◆ What this task involves: Reproduce, exactly and in full, the records that follow, minus any pictures.

Dataset records Block Start

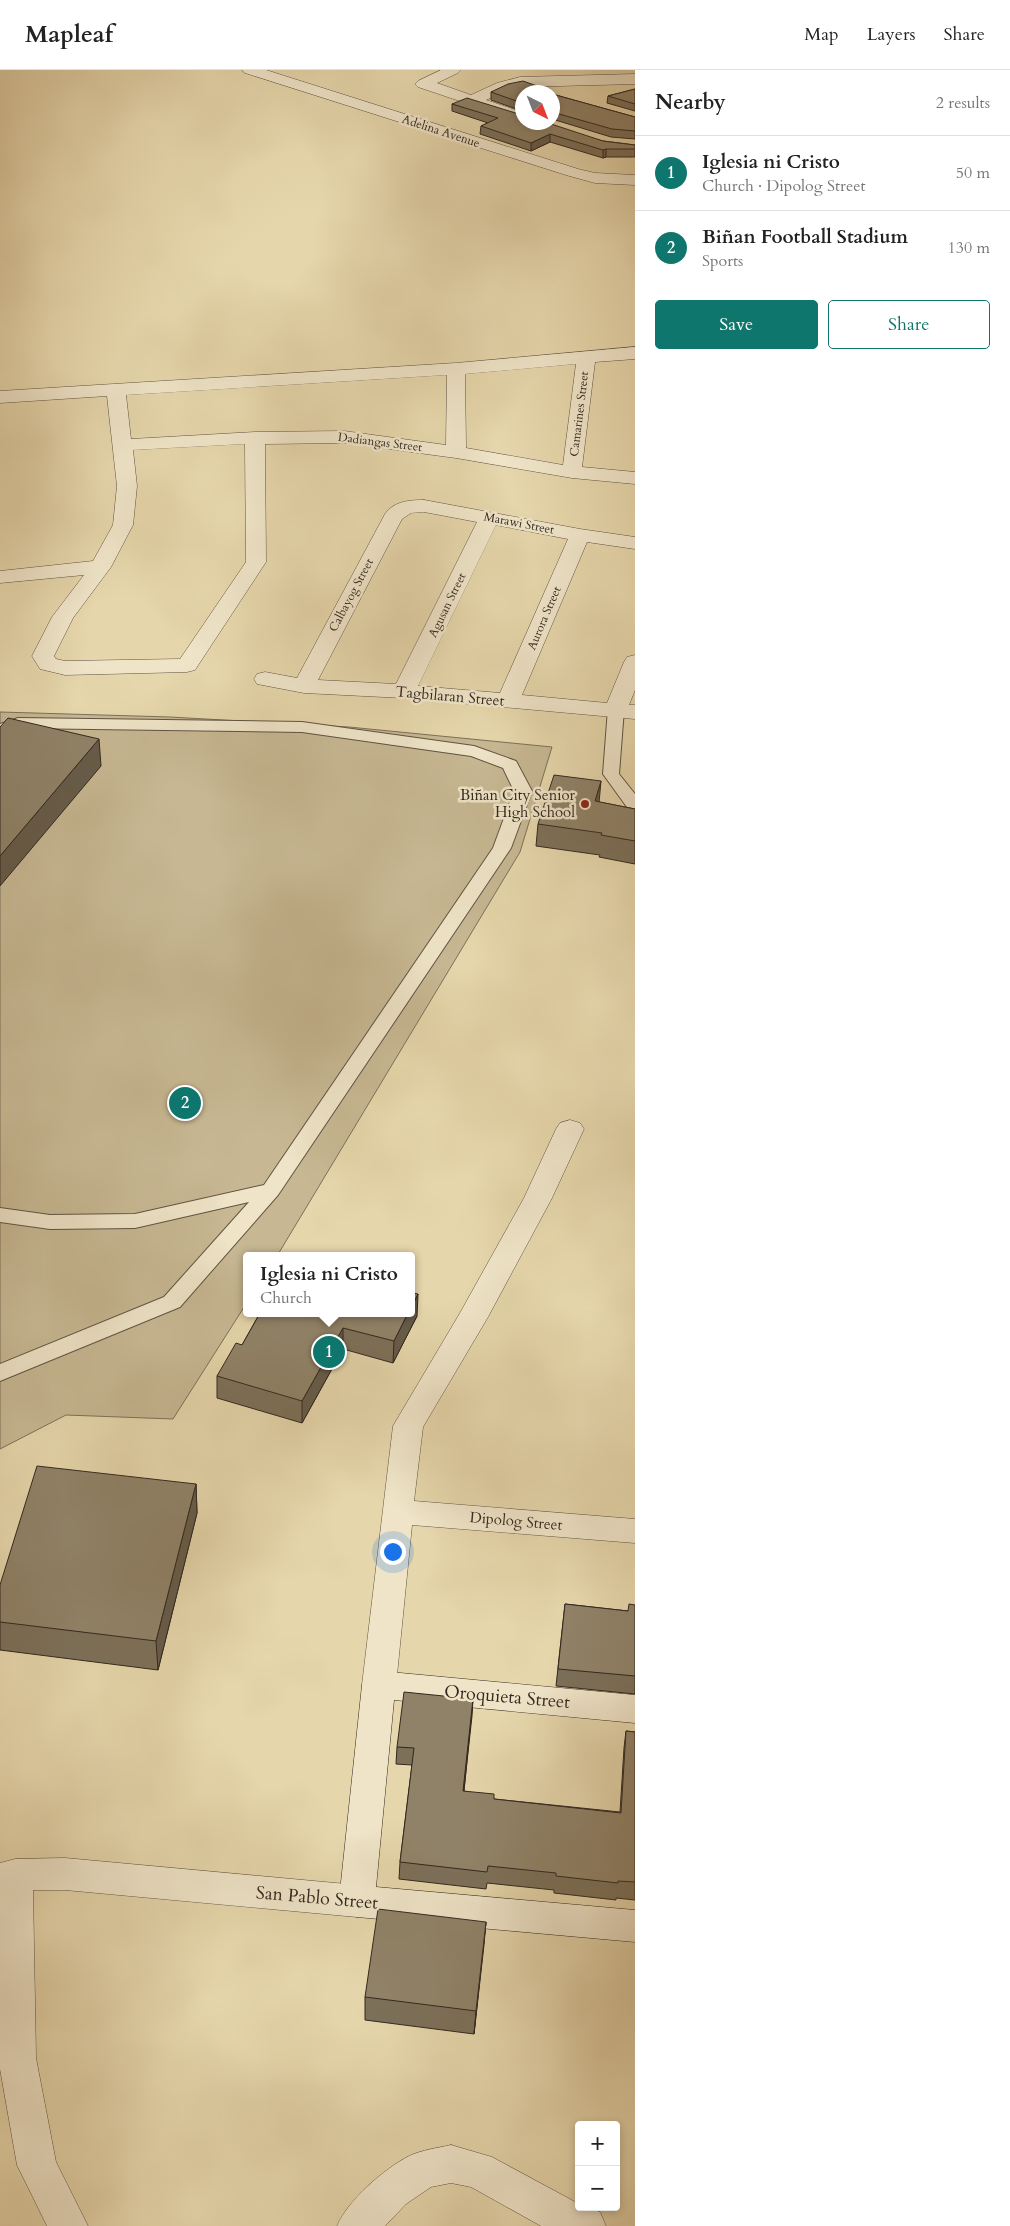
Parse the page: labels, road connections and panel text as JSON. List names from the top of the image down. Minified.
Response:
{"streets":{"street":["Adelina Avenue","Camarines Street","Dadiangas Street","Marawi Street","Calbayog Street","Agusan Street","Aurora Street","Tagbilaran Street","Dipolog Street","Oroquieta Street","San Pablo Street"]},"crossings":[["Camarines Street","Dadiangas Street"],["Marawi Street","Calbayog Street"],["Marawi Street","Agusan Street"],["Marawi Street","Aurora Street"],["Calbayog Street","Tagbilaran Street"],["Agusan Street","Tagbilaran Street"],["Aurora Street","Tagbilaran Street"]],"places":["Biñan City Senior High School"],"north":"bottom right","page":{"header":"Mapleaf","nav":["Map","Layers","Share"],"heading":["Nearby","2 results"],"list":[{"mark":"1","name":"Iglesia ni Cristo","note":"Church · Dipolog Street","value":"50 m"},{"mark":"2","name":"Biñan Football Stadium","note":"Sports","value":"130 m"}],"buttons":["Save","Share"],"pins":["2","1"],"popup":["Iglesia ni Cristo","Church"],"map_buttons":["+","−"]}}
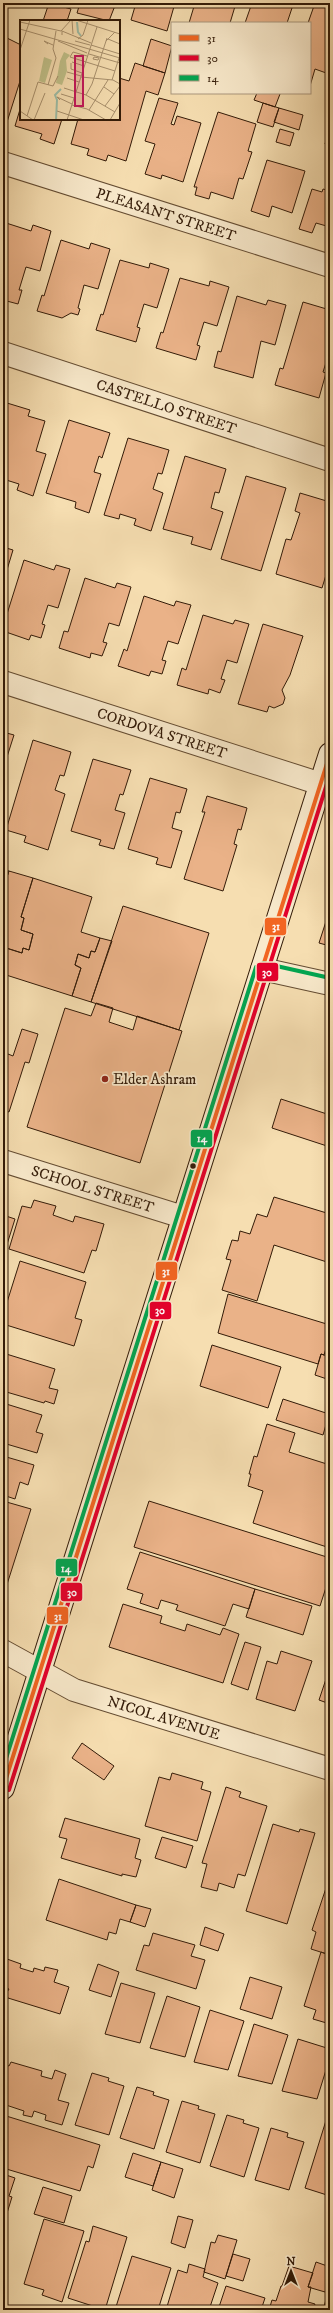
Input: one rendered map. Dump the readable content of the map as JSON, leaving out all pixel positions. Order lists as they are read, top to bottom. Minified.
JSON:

Dataset records Block End

◆ Task answer:
Parse the page: labels, road connections and panel text as JSON. List names from the top of the image down. Minified.
Response:
{"streets":{"street":["Adelina Avenue","Camarines Street","Dadiangas Street","Marawi Street","Calbayog Street","Agusan Street","Aurora Street","Tagbilaran Street","Dipolog Street","Oroquieta Street","San Pablo Street"]},"crossings":[["Camarines Street","Dadiangas Street"],["Marawi Street","Calbayog Street"],["Marawi Street","Agusan Street"],["Marawi Street","Aurora Street"],["Calbayog Street","Tagbilaran Street"],["Agusan Street","Tagbilaran Street"],["Aurora Street","Tagbilaran Street"]],"places":["Biñan City Senior High School"],"north":"bottom right","page":{"header":"Mapleaf","nav":["Map","Layers","Share"],"heading":["Nearby","2 results"],"list":[{"mark":"1","name":"Iglesia ni Cristo","note":"Church · Dipolog Street","value":"50 m"},{"mark":"2","name":"Biñan Football Stadium","note":"Sports","value":"130 m"}],"buttons":["Save","Share"],"pins":["2","1"],"popup":["Iglesia ni Cristo","Church"],"map_buttons":["+","−"]}}
Input: one rendered map. Dump the readable content of the map as JSON, leaving out all pixel positions. Order lists as they are read, top to bottom. Minified.
JSON:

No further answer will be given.